IRSA on Fargate. IRSA works on EKS Fargate, but the setup is slightly different because there is no node IAM role to worry about. Each Fargate pod gets its own projected token. Make sure your Fargate profile uses the right pod execution role and that the OIDC provider is registered.
Over-permissive trust policies. I have seen trust policies that use StringLike with a wildcard on the sub claim, effectively allowing any service account in any namespace to assume the role. The trust policy is your security boundary: be specific. Use StringEquals and specify the exact namespace and service account name.
Audit and Observability
Once you are on workload identity, your CloudTrail or GCP audit logs will show AssumeRoleWithWebIdentity events with the OIDC subject as the principal. This is a significant observability improvement over static credentials: you can see exactly which pod, from which namespace, using which service account, assumed which role, at what time. Static credential usage in CloudTrail shows only the access key ID, which tells you nothing about the actual workload.
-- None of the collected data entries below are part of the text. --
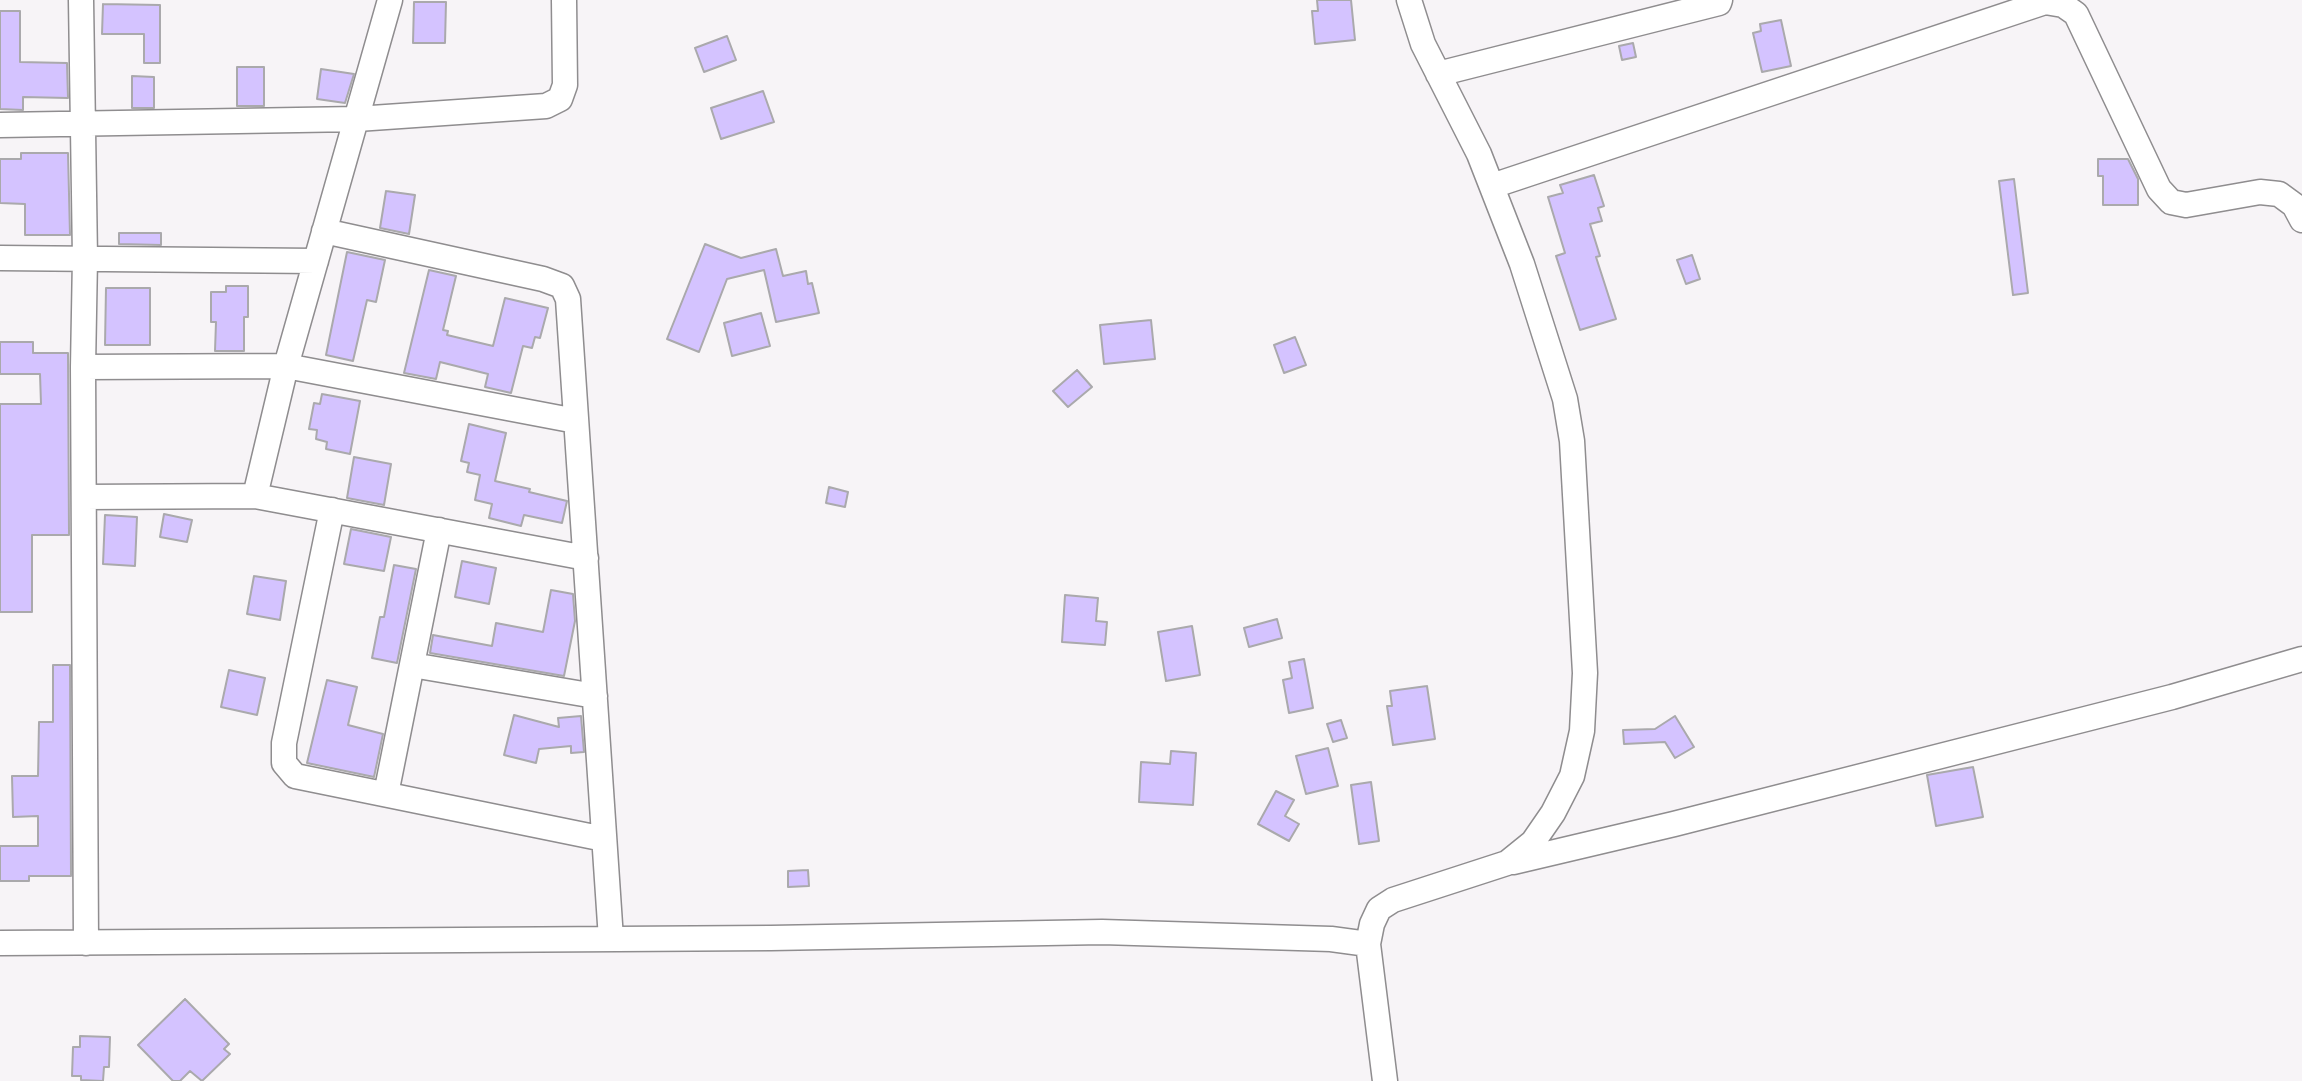 <!DOCTYPE html>
<html>
<head>
<meta charset="utf-8">
<style>
	body { margin:0 }
	canvas { display:block; background:#f7f4f7 }
</style>
</head>
<body>
<canvas width="2302" height="1081"></canvas>
<script>
const g = document.querySelector('canvas').getContext('2d');
g.lineJoin = 'round';
function paint(path, color) {
  g.fillStyle = color;
  g.fill(path, 'evenodd');
}
function poly(rows) {
  const path = new Path2D();
  for (const r of rows) {
    path.moveTo(r[0], r[1]);
    for (let i = 2; i < r.length; i += 2) path.lineTo(r[i], r[i + 1]);
  }
  return path;
}
function strokePath(path, color, width, dash) {
  g.strokeStyle = color;
  g.lineWidth = width;
  g.lineCap = dash ? 'butt' : 'round';
  g.setLineDash(dash || []);
  g.stroke(path);
}
const building = poly([
	[1317,0,1351,0,1355,40,1315,44,1312,11,1318,11,1317,0],
	[414,2,446,2,445,43,413,43,414,2],
	[103,4,160,5,160,63,144,63,144,34,102,34,103,4],
	[0,11,20,11,20,62,67,63,68,98,23,97,23,110,0,109,0,11],
	[1781,20,1791,66,1762,72,1753,33,1761,31,1760,24,1781,20],
	[727,36,736,60,704,72,695,48,727,36],
	[1633,43,1636,57,1622,60,1619,46,1633,43],
	[237,67,264,67,264,106,237,106,237,67],
	[321,69,354,74,345,103,317,99,321,69],
	[132,76,154,77,154,108,132,108,132,76],
	[763,91,774,122,721,139,711,108,763,91],
	[21,153,68,153,70,235,25,235,25,204,0,203,0,159,21,159,21,153],
	[2098,159,2128,159,2138,179,2138,205,2103,205,2103,176,2098,176,2098,159],
	[1594,175,1604,206,1598,208,1602,221,1590,224,1600,256,1596,257,1616,319,1580,330,1556,256,1565,253,1548,197,1563,193,1560,185,1594,175],
	[2014,179,2028,293,2013,295,1999,181,2014,179],
	[386,191,415,195,409,234,380,228,386,191],
	[119,233,161,233,161,245,119,244,119,233],
	[705,244,741,258,776,249,783,276,806,271,808,284,812,283,819,313,776,322,764,270,727,279,699,352,667,339,705,244],
	[347,252,385,260,376,302,367,300,353,361,326,355,347,252],
	[1692,255,1700,279,1686,284,1677,260,1692,255],
	[429,270,456,276,443,330,448,331,447,335,493,346,505,298,548,308,540,338,535,337,532,348,523,346,511,393,485,387,488,374,440,362,436,379,404,373,429,270],
	[226,286,248,286,248,317,244,317,244,351,215,351,216,322,211,322,211,292,226,292,226,286],
	[106,288,150,288,150,345,105,345,106,288],
	[761,313,770,346,732,356,724,323,761,313],
	[1151,320,1155,359,1104,364,1100,325,1151,320],
	[1295,337,1306,365,1284,373,1274,345,1295,337],
	[0,342,33,342,33,353,68,353,69,535,32,535,32,612,0,612,0,404,41,404,40,374,0,374,0,342],
	[1077,370,1092,387,1068,407,1053,391,1077,370],
	[322,394,360,401,350,454,326,449,327,442,316,439,317,430,309,429,314,403,320,404,322,394],
	[469,424,506,433,495,481,530,489,529,492,567,501,562,523,524,515,521,526,489,518,492,504,475,500,480,475,467,472,469,463,461,461,469,424],
	[354,457,391,464,384,505,347,498,354,457],
	[829,487,848,492,845,507,826,503,829,487],
	[164,514,192,520,187,542,160,537,164,514],
	[105,515,137,517,135,566,103,564,105,515],
	[351,529,391,537,384,571,344,564,351,529],
	[462,561,496,568,489,604,455,597,462,561],
	[394,565,416,569,397,663,372,658,380,617,384,617,394,565],
	[254,576,286,581,280,620,247,614,254,576],
	[551,590,573,594,575,621,564,676,430,653,433,635,492,646,496,623,543,632,551,590],
	[1065,595,1098,598,1096,621,1107,622,1105,645,1062,642,1065,595],
	[1277,619,1282,638,1249,647,1244,628,1277,619],
	[1192,626,1200,675,1166,681,1158,632,1192,626],
	[1304,659,1313,708,1289,713,1283,680,1292,678,1289,662,1304,659],
	[53,665,70,665,71,876,29,876,29,881,0,881,0,846,38,846,38,816,13,817,12,776,38,776,39,722,53,722,53,665],
	[229,670,265,678,257,715,221,707,229,670],
	[327,680,357,687,348,725,383,734,374,777,307,763,327,680],
	[1427,686,1435,739,1393,745,1387,706,1392,706,1390,691,1427,686],
	[514,715,559,727,558,718,581,716,584,752,571,753,571,746,539,749,536,763,504,755,514,715],
	[1675,716,1694,747,1675,758,1665,742,1624,744,1623,730,1655,729,1675,716],
	[1341,720,1347,738,1333,742,1327,724,1341,720],
	[1328,748,1338,786,1306,794,1296,756,1328,748],
	[1171,751,1196,753,1193,805,1139,802,1141,762,1170,764,1171,751],
	[1973,767,1983,817,1936,826,1927,775,1973,767],
	[1371,782,1379,841,1359,844,1351,785,1371,782],
	[1276,791,1294,800,1285,816,1299,824,1289,841,1258,824,1276,791],
	[808,870,809,886,788,887,788,871,808,870],
	[185,999,229,1044,224,1049,230,1054,202,1081,190,1071,180,1081,173,1081,138,1045,185,999],
	[80,1036,110,1037,109,1067,104,1067,103,1081,81,1080,81,1076,72,1076,73,1047,80,1047,80,1036]
]);
const minor = poly([
	[81,0,85,258,83,367,86,943],
	[1438,74,1719,3,1720,0],
	[0,125,357,119,546,106,560,99,565,85,564,0],
	[1492,186,2045,2,2063,5,2076,14,2159,189,2171,202,2186,205,2260,192,2279,194,2294,205,2302,220],
	[324,231,543,279,562,286,568,299,611,939],
	[0,258,316,261],
	[83,367,286,366,576,421],
	[255,496,286,366,390,0],
	[84,497,255,496,586,558],
	[332,510,284,743,284,763,295,776,604,839],
	[412,665,595,696],
	[386,794,439,530],
	[1513,862,1674,824,2172,697,2302,659],
	[0,943,771,938,1102,932,1331,939,1368,944],
	[1385,1081,1368,944,1372,924,1379,909,1393,900,1507,863,1533,842,1553,813,1572,776,1582,731,1585,673,1572,441,1565,399,1522,264,1479,154,1423,44,1409,0]
]);
paint(building, '#d4c3ff');
strokePath(building, '#aaa9ac', 2);
strokePath(minor, '#8f8d8f', 27);
strokePath(minor, '#fff', 24);
</script>
</body>
</html> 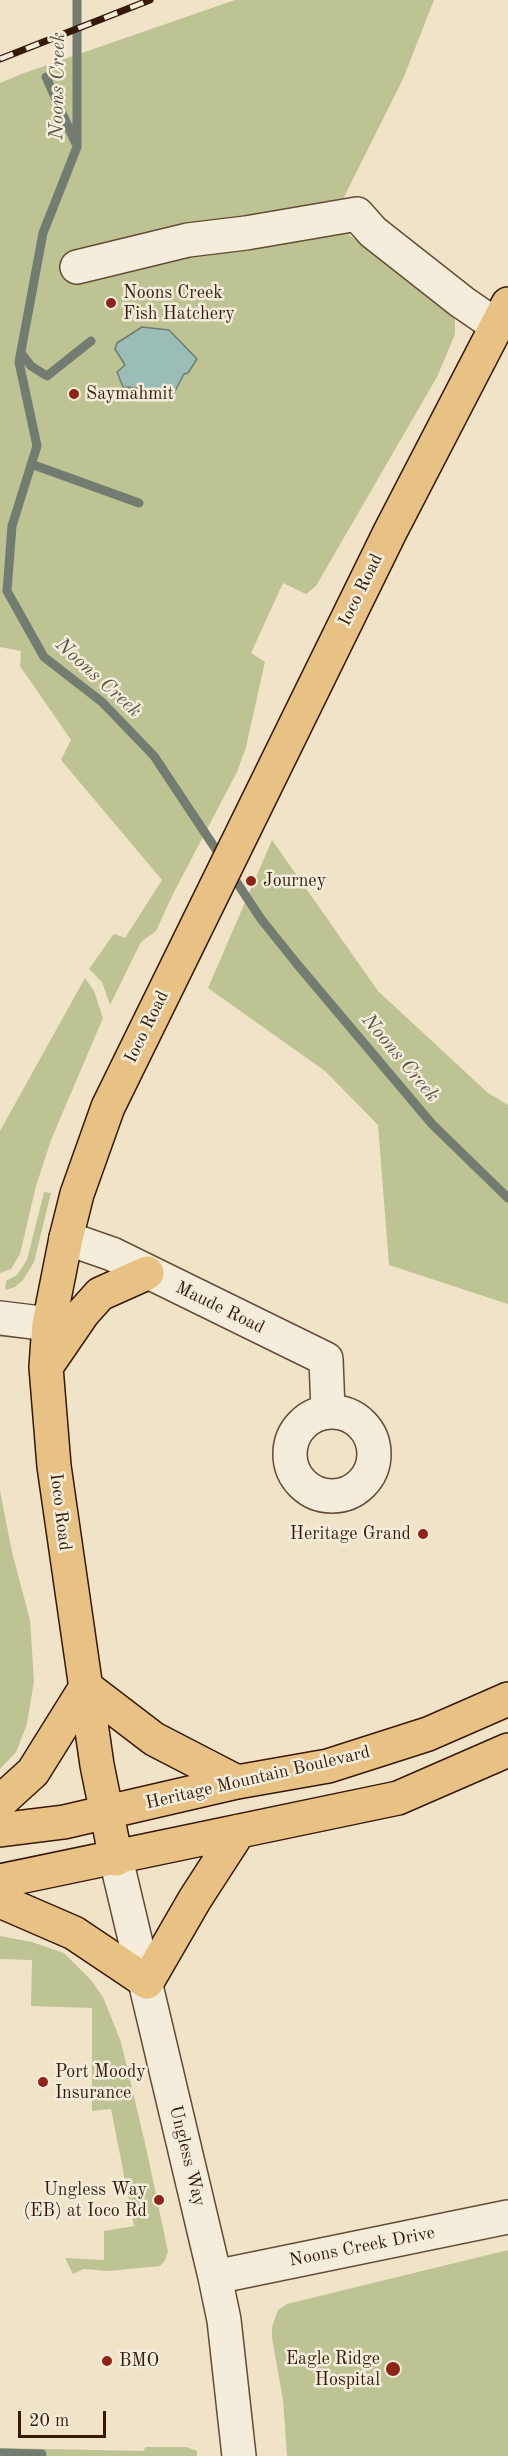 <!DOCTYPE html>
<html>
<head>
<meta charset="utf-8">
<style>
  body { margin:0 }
  #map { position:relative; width:508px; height:2456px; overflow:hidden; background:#f0e3c8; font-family:"Old Standard TT",serif }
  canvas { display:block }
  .scale { position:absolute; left:18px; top:2411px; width:88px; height:27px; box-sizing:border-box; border:3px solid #371905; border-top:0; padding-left:8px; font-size:18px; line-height:21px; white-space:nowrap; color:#371905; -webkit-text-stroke:4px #f5eddb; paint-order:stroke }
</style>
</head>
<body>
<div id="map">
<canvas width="508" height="2456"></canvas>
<div class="scale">20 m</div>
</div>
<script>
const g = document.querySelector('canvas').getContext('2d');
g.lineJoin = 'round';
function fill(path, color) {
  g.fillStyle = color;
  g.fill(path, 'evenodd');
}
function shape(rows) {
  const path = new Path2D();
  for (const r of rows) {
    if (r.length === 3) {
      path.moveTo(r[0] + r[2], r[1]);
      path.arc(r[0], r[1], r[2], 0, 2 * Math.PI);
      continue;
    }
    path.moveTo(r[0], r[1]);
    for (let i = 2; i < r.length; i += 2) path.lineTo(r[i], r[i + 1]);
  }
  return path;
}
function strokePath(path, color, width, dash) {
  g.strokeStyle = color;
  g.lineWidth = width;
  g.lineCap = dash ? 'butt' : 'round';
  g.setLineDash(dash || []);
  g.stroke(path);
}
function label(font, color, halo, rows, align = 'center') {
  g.font = font + ' "Old Standard TT",serif';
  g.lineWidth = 5;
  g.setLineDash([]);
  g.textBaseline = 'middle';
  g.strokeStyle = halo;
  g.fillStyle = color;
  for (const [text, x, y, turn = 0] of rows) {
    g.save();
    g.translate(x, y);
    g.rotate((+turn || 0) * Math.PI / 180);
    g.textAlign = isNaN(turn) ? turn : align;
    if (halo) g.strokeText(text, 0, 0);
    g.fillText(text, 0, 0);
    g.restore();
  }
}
const green = shape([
  [235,0,434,0,403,79,337,211,350,236,374,250,446,306,455,318,455,334,437,377,316,586,306,594,283,583,251,653,265,662,246,747,237,772,173,894,156,931,141,942,110,1005,102,982,89,969,113,935,115,934,125,938,162,880,61,760,71,740,20,666,21,651,0,647,0,83,24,73],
  [272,840,378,991,488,1093,508,1105,508,1304,389,1265,378,1125,325,1071,208,988],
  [85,978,94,991,103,1018,51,1140,36,1186,20,1254,11,1269,0,1273,0,1131],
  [44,1192,51,1193,34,1262,23,1280,15,1287,5,1290,6,1281,17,1275,27,1260],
  [0,1491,12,1552,30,1620,34,1681,27,1724,16,1752,0,1769],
  [0,1936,32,1942,64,1953,91,1980,103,1997,121,2042,147,2152,168,2252,165,2260,160,2266,108,2271,83,2269,73,2274,65,2258,104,2260,104,2231,134,2226,111,2109,92,2111,92,2008,31,2006,32,1960,0,1959],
  [508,2250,508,2456,287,2456,283,2400,272,2338,272,2327,278,2310,287,2304],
  [146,2447,186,2447,197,2451,197,2456,0,2456,0,2448,143,2451]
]);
const water = shape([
  [142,327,169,330,197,359,188,373,184,374,174,393,159,399,141,388,123,387,117,372,125,365,115,349,117,343,142,327]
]);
const stream = shape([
  [77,0,77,147,43,233,19,362,37,446,12,526,7,591,44,657,102,702,154,756,223,860],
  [46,77,75,142],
  [21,353,31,366,47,376,91,341],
  [31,464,139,503],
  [230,872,261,919,297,964,432,1124,508,1198],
  [0,2453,42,2454]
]);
const minor = shape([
  [77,267,188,240,246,233,357,214,373,232,462,302,497,326],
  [66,1238,112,1254,326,1359,328,1411],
  [0,1318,49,1324],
  [332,1454,42],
  [116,1859,215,2277,224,2320,239,2456],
  [215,2277,508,2217]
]);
const major = shape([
  [46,1367,83,1313,100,1294,147,1273],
  [86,1687,154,1739,237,1782],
  [0,1802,33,1772,86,1687],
  [0,1830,64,1822,237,1782,328,1766,428,1734,508,1699],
  [116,1859,97,1765,54,1466,46,1367,49,1324,66,1238,77,1194,108,1107,390,532,508,304],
  [0,1881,398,1798,508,1750],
  [0,1901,74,1933,147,1982,195,1899,239,1831]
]);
const rail = shape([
  [0,59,150,0]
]);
const markers = [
  [111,303,6,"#8f2418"],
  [74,394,6,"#8f2418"],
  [251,881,6,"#8f2418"],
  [423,1534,6,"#8f2418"],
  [43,2082,6,"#8f2418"],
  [159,2200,6,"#8f2418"],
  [107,2361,6,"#8f2418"],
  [393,2369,8,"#8f2418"]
];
const poiNames = [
  ["Noons Creek",123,293],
  ["Fish Hatchery",123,314],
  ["Saymahmit",86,394],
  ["Journey",263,881],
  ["Heritage Grand",411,1534,"right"],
  ["Port Moody",55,2072],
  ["Insurance",55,2093],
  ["Ungless Way",147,2190,"right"],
  ["(EB) at Ioco Rd",147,2211,"right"],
  ["Eagle Ridge",380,2359,"right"],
  ["Hospital",380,2380,"right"],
  ["BMO",119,2361]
];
const streetNames = [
  ["Ioco Road",361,590,-64],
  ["Ioco Road",147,1027,-64],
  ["Maude Road",220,1308,26],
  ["Ioco Road",60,1512,83],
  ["Heritage Mountain Boulevard",258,1778,-13],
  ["Ungless Way",187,2156,76],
  ["Noons Creek Drive",362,2247,-11]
];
const waterNames = [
  ["Noons Creek",58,86,-89],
  ["Noons Creek",98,678,42],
  ["Noons Creek",400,1058,50]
];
fill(green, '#bdc393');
fill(water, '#9abeb7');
strokePath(water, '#727c70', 1.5);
strokePath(stream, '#727c70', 9);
strokePath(minor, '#654c36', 36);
strokePath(major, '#371905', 36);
strokePath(minor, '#f5eddb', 33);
strokePath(major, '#e8c284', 33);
strokePath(rail, '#371905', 7);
strokePath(rail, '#f5eddb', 4.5, [14]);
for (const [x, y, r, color] of markers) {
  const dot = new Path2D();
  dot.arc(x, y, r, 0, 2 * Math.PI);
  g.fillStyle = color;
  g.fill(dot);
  strokePath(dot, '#f5eddb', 2);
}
label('18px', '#371905', '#f5eddb', poiNames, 'left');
label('18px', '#371905', '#f5eddb', streetNames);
label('italic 20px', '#5a5343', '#f5eddb', waterNames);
</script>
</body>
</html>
Set up CloudTrail alerts for any iam:CreateAccessKey calls in production accounts. Once you have migrated to workload identity, there should be zero. Any new static key creation is an anomaly worth investigating immediately.
This observability model supports the kind of continuous access review that zero trust security requires. You can verify that your trust policies are as tight as you think they are by looking at actual access patterns, identify unused roles, and detect any attempt to use workload identity to access resources outside the expected scope. Our guide to cloud-native observability covers the tooling to surface these audit events alongside your application metrics and logs.
Putting It Together
Workload Identity Federation is one of those improvements that sounds complex on paper but is almost always simpler to implement than teams expect, especially on managed Kubernetes like EKS and GKE where the cloud provider does most of the heavy lifting. The operational overhead of static credentials, including rotation, storage, leak detection, and audit, is almost always higher than the one-time cost of setting up OIDC federation.
The payoff is real: no static keys to rotate, no keys to leak in Git history, no credentials that work outside the intended workload context, and better audit trails than anything you get from static credentials. If you are currently storing AWS_ACCESS_KEY_ID in Kubernetes Secrets or .env files, the migration is worth prioritizing above almost anything else on your security backlog.
For teams running services across multiple clouds, the cross-cloud federation capabilities mean you can extend this model beyond a single provider. A well-designed workload identity architecture ends up with static credentials only for things that genuinely cannot use federation: on-premises services with no OIDC provider, third-party SaaS integrations that do not support token-based auth. Everything running in a major cloud or CI/CD platform should be using workload identity.
The combination of workload identity for cloud API access, Kubernetes RBAC for cluster resources, and policy-as-code enforcement for admission control gives you a principled security posture that is both stronger than the static-credential approach and easier to reason about at audit time. That is the kind of defense-in-depth that holds up when someone actually tests it.